Changes over time for quantitative MRI derived measures. Each line represents a single muscle over age, with different colours indicating the four different muscles. Dystrophic muscles showed an overall increase in fat fraction, water T₂, aTSC, and ICwS compared with healthy muscle tissue (median across all four muscles shown with a solid grey line and the corresponding 0.9 quantile with a dashed grey line), but no difference in pH. CTL, control; GM, gastrocnemius medialis; Sol, soleus; TA, tibialis anterior; TP, tibialis posterior.

FIGURE 4

Water T₂, pH, aTSC, and ICwS plotted against fat fraction for the three visits. Each line represents a single muscle over time, with different colours indicating the four different muscles. Dystrophic muscles showed increased water T₂, aTSC, and ICwS compared with controls, with their median across all four muscles shown as a solid grey line and the 0.9 quantile as a dashed line. These increases in water T₂, aTSC, and ICwS were also observed in muscles with low fat fraction.
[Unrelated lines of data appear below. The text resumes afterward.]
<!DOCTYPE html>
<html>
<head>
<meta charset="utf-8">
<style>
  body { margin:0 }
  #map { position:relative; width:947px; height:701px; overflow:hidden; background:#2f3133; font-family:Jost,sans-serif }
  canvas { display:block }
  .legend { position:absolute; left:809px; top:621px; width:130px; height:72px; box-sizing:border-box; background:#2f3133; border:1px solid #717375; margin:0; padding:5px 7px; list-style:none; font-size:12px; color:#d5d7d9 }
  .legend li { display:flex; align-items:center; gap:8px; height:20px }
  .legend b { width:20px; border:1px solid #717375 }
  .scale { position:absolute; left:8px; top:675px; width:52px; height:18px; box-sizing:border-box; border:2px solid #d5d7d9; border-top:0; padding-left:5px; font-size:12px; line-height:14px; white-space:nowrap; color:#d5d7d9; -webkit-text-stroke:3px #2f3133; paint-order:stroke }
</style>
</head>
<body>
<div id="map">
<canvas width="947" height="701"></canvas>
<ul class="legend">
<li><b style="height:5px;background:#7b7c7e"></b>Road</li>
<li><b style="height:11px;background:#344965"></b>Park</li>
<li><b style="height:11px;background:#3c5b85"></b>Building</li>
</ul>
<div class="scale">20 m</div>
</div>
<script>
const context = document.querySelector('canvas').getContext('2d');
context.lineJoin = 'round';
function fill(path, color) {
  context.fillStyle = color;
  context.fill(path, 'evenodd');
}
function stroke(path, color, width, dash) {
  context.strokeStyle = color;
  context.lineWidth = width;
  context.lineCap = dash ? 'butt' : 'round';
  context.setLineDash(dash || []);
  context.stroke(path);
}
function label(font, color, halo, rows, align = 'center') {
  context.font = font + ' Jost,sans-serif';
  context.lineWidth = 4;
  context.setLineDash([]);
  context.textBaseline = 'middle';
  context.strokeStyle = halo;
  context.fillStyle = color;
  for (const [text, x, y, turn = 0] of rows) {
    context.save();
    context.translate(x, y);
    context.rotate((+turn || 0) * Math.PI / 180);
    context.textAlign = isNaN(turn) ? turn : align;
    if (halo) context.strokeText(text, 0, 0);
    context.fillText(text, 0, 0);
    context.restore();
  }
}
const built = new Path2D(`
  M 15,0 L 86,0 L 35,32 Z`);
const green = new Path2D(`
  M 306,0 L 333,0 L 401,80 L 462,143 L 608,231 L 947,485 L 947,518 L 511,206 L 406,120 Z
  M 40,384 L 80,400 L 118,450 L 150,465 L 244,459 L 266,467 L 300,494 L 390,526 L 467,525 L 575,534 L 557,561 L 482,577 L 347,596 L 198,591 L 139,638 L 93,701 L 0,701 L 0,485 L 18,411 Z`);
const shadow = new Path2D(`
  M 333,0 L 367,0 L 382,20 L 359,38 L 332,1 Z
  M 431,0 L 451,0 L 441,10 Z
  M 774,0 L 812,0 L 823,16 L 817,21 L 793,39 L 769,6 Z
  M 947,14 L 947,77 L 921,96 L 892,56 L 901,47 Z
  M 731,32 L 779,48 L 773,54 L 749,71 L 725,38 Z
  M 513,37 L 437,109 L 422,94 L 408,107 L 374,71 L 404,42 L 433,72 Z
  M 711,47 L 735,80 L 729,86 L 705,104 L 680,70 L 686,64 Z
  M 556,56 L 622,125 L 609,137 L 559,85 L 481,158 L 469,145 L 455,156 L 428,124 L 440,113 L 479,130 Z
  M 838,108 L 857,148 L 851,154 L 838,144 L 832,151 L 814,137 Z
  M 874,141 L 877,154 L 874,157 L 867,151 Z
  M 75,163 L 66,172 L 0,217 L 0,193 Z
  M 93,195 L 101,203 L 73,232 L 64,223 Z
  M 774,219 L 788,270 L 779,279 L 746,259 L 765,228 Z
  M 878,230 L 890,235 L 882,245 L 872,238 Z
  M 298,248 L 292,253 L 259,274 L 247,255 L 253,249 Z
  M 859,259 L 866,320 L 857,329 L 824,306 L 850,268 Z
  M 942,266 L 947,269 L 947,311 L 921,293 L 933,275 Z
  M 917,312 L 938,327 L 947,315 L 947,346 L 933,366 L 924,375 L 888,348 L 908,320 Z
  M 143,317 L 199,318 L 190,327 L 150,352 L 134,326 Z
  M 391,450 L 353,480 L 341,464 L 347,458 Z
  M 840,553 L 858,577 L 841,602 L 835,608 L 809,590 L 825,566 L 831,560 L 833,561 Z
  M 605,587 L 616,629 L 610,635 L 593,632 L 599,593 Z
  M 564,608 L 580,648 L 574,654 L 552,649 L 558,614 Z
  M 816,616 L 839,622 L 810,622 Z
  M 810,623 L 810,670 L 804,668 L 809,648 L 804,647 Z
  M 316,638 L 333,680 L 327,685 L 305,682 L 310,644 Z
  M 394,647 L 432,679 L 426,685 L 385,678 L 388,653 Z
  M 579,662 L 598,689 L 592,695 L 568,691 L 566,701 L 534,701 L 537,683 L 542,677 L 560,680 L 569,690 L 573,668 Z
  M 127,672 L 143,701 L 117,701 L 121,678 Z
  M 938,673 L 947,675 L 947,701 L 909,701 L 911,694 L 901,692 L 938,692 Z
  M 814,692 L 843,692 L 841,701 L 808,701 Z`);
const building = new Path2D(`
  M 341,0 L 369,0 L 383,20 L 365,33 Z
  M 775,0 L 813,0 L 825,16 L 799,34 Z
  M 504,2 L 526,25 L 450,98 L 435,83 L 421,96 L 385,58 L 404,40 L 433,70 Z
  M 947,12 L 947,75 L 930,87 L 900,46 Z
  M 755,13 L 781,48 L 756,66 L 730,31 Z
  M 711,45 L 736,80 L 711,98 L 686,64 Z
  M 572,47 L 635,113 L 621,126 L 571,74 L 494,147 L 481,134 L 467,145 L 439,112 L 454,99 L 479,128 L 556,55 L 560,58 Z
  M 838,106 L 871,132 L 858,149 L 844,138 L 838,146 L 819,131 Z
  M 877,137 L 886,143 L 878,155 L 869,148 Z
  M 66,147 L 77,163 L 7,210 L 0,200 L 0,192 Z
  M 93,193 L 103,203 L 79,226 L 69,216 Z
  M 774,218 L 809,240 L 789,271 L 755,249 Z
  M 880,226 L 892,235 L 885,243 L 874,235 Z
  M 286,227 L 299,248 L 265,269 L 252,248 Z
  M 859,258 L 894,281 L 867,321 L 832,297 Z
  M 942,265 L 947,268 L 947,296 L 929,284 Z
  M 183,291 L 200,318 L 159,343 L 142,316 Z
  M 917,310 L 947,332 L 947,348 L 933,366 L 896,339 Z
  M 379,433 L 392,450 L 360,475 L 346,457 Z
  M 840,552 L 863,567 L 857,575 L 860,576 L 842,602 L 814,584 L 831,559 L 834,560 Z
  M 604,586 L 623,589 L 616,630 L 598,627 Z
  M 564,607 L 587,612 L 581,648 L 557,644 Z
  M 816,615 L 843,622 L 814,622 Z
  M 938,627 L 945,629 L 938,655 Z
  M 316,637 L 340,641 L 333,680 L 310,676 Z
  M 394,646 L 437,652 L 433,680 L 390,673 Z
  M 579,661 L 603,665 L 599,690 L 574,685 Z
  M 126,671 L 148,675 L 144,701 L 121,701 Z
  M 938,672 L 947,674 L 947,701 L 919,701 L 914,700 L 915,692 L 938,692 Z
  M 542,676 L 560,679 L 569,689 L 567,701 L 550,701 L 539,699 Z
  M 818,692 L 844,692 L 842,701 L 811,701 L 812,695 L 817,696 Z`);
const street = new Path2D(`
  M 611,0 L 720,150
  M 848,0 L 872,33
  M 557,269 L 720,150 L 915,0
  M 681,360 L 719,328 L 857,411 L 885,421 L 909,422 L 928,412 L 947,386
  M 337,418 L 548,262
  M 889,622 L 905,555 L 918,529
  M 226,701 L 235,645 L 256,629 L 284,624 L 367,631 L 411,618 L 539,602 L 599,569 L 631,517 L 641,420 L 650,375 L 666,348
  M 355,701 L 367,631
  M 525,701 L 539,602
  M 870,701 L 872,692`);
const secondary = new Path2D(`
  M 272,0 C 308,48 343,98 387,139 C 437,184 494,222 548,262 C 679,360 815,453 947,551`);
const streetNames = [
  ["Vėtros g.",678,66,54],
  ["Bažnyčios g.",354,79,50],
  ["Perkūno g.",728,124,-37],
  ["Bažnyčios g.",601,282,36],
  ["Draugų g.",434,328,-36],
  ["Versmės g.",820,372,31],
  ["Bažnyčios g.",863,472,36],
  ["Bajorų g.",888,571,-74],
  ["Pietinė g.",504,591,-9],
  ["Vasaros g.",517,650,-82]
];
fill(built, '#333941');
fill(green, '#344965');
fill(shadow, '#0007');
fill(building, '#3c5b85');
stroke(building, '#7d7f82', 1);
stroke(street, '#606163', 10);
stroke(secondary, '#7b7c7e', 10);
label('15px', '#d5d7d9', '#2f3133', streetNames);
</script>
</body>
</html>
ICwS demonstrated a negative correlation with fat fraction (Spearman rho = −0.22, p = 0.034). Water T₂ values are missing for one patient (high fat fraction) for Visit 3, as the leg was too stiff to correctly position the calf in the isocenter of the coil. CTL, control; GM, gastrocnemius medialis; Sol, soleus; TA, tibialis anterior; TP, tibialis posterior.